| Task description |
Reproduce nothing beyond the line containing "translate:-50% -50%; white-space:nowrap;". From the first line of the data below down to it, copy each line exactly, without the pictures.

-- Source records follows --

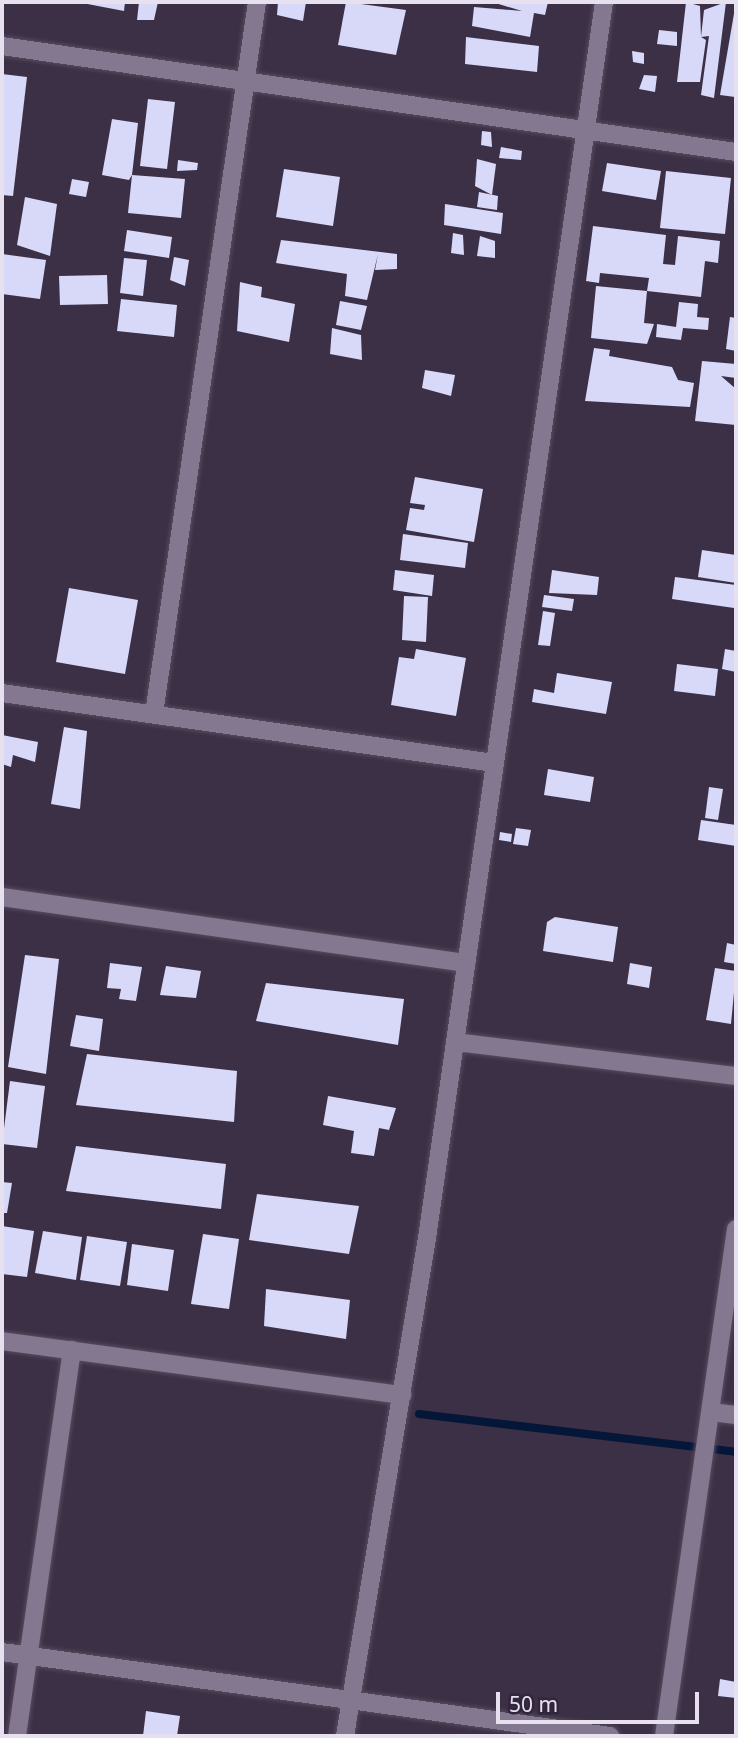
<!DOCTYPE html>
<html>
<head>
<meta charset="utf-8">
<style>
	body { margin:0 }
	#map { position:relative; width:738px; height:1738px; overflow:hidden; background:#3c3046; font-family:"Noto Sans",sans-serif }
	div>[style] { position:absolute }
	.stream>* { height:8px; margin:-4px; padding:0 4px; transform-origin:4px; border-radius:4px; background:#041739 }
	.building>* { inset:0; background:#d8d9f8 }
	.roads { filter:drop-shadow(0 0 2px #564c5e) drop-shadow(0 0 2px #564c5e) }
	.minor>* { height:18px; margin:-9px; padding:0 9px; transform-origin:9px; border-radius:9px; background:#847790 }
	.tertiary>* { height:18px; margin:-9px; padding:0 9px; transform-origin:9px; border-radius:9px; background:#847790 }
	span { translate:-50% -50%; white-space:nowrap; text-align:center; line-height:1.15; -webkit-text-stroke:7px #32263c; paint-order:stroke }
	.frame { position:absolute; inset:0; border:4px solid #e7e0ee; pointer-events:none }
	.scale { position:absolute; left:496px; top:1692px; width:203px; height:32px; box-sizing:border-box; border:4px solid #e7e0ee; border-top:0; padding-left:9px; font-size:21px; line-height:24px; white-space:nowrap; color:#e7e0ee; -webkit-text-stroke:5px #32263c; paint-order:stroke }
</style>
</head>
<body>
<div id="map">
	<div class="stream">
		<i style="left:419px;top:1414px;width:319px;rotate:6.8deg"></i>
	</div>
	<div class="building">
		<i style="clip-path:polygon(77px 2px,125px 2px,124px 11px)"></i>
		<i style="clip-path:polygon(139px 2px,158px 2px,154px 20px,137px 20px)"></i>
		<i style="clip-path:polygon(278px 2px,306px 2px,303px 21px,277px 15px)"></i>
		<i style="clip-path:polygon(346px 2px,406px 10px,396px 55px,338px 45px)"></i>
		<i style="clip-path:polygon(492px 2px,548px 2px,545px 15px,534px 13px,530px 37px,472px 26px,474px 7px,522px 11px)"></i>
		<i style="clip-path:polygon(686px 2px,700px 6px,701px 37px,704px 10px,726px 2px,714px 98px,701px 95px,709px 36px,701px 37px,706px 40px,700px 82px,677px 82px)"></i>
		<i style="clip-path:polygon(736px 2px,736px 88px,735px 97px,720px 95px)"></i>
		<i style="clip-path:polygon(659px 30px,677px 32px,677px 46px,657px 44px)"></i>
		<i style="clip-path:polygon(466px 37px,539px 46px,537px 72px,465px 64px)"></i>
		<i style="clip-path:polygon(632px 51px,644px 53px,644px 64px,633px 62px)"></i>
		<i style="clip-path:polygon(2px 74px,27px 77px,13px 196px,2px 195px)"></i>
		<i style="clip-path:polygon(644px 75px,657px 76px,655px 92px,639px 89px)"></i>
		<i style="clip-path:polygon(148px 99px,175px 102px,167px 169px,140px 166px)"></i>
		<i style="clip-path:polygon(112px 119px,138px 123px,132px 175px,185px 179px,181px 218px,128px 213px,132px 175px,129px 180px,102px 175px)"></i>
		<i style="clip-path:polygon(482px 131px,491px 132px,492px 147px,481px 145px)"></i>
		<i style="clip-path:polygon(501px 147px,522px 151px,521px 160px,499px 158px)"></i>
		<i style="clip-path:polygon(477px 159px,496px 164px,492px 195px,475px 186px)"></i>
		<i style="clip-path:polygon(178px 160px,198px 163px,197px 170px,177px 171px)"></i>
		<i style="clip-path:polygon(607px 163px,661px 171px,656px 200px,602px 191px)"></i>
		<i style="clip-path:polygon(284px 169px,340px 177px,333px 226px,276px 217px)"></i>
		<i style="clip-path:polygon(666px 171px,731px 178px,725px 234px,660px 228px)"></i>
		<i style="clip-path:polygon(72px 179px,89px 182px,86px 197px,69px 194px)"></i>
		<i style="clip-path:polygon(479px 192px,498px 196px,497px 210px,477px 207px)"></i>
		<i style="clip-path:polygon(25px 197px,57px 204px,50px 256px,17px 245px)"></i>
		<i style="clip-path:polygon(445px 204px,503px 213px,501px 234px,444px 225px)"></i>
		<i style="clip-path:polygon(593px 226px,666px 235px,663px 264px,675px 265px,678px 236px,720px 241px,718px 263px,705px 261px,701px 297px,647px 291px,649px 278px,600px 273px,599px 283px,586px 281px)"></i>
		<i style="clip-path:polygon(127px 230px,172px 237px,169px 258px,124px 251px)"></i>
		<i style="clip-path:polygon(453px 233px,463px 235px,464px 255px,451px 253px)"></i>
		<i style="clip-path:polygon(480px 236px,495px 241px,495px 258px,477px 256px)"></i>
		<i style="clip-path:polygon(281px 240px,397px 254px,397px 269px,375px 270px,378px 254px,367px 300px,345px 296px,347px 274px,276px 263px)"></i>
		<i style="clip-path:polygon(2px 254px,46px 260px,40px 299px,2px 294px)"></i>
		<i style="clip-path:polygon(174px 257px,189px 260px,185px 286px,170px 280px)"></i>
		<i style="clip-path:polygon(124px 258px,147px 260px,143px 296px,120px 293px)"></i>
		<i style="clip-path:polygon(107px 275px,108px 304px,60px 305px,59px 276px)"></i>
		<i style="clip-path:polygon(240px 282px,262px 287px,261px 297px,295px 304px,289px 342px,237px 331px)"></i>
		<i style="clip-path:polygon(596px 286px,647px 291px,644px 323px,654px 324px,647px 344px,591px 338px)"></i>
		<i style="clip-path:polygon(121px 299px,177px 305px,174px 337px,117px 331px)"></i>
		<i style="clip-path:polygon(340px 301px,367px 306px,361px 330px,336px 325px)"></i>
		<i style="clip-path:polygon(679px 302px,698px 304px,697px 317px,709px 318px,708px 330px,683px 328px,681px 340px,656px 337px,657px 324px,676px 327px)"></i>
		<i style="clip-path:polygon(730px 317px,736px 318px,736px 351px,726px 349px)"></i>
		<i style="clip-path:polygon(332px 328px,361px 335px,362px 360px,330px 354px)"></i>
		<i style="clip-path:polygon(594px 348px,610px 350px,609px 356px,672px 367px,678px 380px,694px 383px,690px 407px,585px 401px)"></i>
		<i style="clip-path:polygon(702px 361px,736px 364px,736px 378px,721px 376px,736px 389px,736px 425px,695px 421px)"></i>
		<i style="clip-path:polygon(425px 370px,455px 375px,451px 396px,422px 388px)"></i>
		<i style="clip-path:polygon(415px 477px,483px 489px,474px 542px,406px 530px,410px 508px,424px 510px,425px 505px,410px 503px)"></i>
		<i style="clip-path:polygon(403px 534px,468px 543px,465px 568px,400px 560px)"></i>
		<i style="clip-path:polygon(702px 550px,736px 555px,736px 583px,698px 577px)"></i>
		<i style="clip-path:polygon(395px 570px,434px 575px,432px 596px,393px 590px)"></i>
		<i style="clip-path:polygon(552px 570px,599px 577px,597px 595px,549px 593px)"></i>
		<i style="clip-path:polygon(675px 577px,736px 585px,734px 608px,672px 599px)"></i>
		<i style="clip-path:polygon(69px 588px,138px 600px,125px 674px,56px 662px)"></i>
		<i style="clip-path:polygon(544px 595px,574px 599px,572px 611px,542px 607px)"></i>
		<i style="clip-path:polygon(404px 596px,428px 597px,426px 642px,402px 640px)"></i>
		<i style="clip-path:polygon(543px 611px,555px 613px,550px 646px,538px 645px)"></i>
		<i style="clip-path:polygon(416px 649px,466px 658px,456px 716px,391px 705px,399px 657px,414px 659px)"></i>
		<i style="clip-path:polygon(725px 649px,736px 651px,736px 672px,722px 669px)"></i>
		<i style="clip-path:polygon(677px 664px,718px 669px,715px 696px,674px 691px)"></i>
		<i style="clip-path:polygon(557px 673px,612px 682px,606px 714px,532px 702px,534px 689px,554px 693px)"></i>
		<i style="clip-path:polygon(64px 727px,87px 731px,80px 809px,51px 804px)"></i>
		<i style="clip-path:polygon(2px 735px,38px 742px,35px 762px,13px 755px,11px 767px,2px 764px)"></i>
		<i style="clip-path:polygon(548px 769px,594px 777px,590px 802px,544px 795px)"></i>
		<i style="clip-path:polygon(709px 787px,723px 789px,718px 820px,705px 818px)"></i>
		<i style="clip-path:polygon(701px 820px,736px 825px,736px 846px,698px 840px)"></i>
		<i style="clip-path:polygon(516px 828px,531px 830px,528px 846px,513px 844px)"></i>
		<i style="clip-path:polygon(500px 832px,512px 834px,511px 842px,499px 840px)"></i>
		<i style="clip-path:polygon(555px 917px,618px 927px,613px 962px,543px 951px,547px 922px)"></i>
		<i style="clip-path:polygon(727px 943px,736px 945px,736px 964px,724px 962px)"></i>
		<i style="clip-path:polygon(25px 955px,59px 959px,46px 1074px,8px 1067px)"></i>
		<i style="clip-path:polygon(110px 963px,142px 967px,136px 1001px,119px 999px,121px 989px,107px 988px)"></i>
		<i style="clip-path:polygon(630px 963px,652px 967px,649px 988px,627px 984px)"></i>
		<i style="clip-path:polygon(166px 966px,201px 971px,196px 998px,160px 995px)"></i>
		<i style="clip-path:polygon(715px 968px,736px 971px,731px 1024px,706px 1020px)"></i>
		<i style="clip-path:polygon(266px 983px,404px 999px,398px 1045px,256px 1021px)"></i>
		<i style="clip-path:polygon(76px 1015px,103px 1019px,99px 1051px,70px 1046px)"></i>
		<i style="clip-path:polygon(87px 1054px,237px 1071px,234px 1122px,76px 1105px)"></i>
		<i style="clip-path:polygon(10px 1081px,45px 1086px,37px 1148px,2px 1144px)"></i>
		<i style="clip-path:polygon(328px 1096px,396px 1108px,389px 1130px,379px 1128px,374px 1156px,351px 1153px,354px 1131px,323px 1125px)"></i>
		<i style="clip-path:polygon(76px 1146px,226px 1164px,221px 1209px,66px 1191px)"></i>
		<i style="clip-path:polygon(2px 1182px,12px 1183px,7px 1213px,2px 1213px)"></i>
		<i style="clip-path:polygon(257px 1194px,359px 1206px,349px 1254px,249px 1240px)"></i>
		<i style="clip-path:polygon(2px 1226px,34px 1231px,27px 1277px,2px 1274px)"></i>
		<i style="clip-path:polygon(43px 1231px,82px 1237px,76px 1280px,35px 1273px)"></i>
		<i style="clip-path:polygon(203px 1234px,239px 1239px,229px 1309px,191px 1304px)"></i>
		<i style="clip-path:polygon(87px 1236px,127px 1242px,120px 1286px,80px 1280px)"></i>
		<i style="clip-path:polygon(132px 1244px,174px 1250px,168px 1291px,127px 1285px)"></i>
		<i style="clip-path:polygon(266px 1289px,350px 1300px,346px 1339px,264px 1326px)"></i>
		<i style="clip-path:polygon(720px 1679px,736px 1682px,736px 1698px,718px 1696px)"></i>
		<i style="clip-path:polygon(146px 1711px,180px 1716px,177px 1736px,143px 1736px)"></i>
	</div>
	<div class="roads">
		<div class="minor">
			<i style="left:2px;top:46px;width:742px;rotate:8.22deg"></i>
			<i style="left:2px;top:693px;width:497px;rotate:8.1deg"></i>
			<i style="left:154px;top:714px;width:719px;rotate:-81.77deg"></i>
			<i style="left:2px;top:897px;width:469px;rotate:8.1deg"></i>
			<i style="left:455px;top:1042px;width:283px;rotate:6.9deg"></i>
			<i style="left:2px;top:1341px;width:404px;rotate:7.7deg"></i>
			<i style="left:711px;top:1412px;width:25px;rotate:7deg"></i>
			<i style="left:2px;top:1652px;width:614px;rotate:7.87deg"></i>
			<i style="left:17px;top:1736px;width:390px;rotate:-81.9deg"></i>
			<i style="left:664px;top:1736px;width:512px;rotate:-81.92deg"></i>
		</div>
		<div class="tertiary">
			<i style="left:345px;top:1736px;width:505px;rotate:-80.65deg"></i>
			<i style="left:427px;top:1238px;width:1249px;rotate:-81.85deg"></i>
		</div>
	</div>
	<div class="frame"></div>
	<div class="scale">50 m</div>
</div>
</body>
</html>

-- Source records concluded --

| Result for this task |
<!DOCTYPE html>
<html>
<head>
<meta charset="utf-8">
<style>
	body { margin:0 }
	#map { position:relative; width:738px; height:1738px; overflow:hidden; background:#3c3046; font-family:"Noto Sans",sans-serif }
	div>[style] { position:absolute }
	.stream>* { height:8px; margin:-4px; padding:0 4px; transform-origin:4px; border-radius:4px; background:#041739 }
	.building>* { inset:0; background:#d8d9f8 }
	.roads { filter:drop-shadow(0 0 2px #564c5e) drop-shadow(0 0 2px #564c5e) }
	.minor>* { height:18px; margin:-9px; padding:0 9px; transform-origin:9px; border-radius:9px; background:#847790 }
	.tertiary>* { height:18px; margin:-9px; padding:0 9px; transform-origin:9px; border-radius:9px; background:#847790 }
	span { translate:-50% -50%; white-space:nowrap; text-align:center; line-height:1.15; -webkit-text-stroke:7px #32263c; paint-order:stroke }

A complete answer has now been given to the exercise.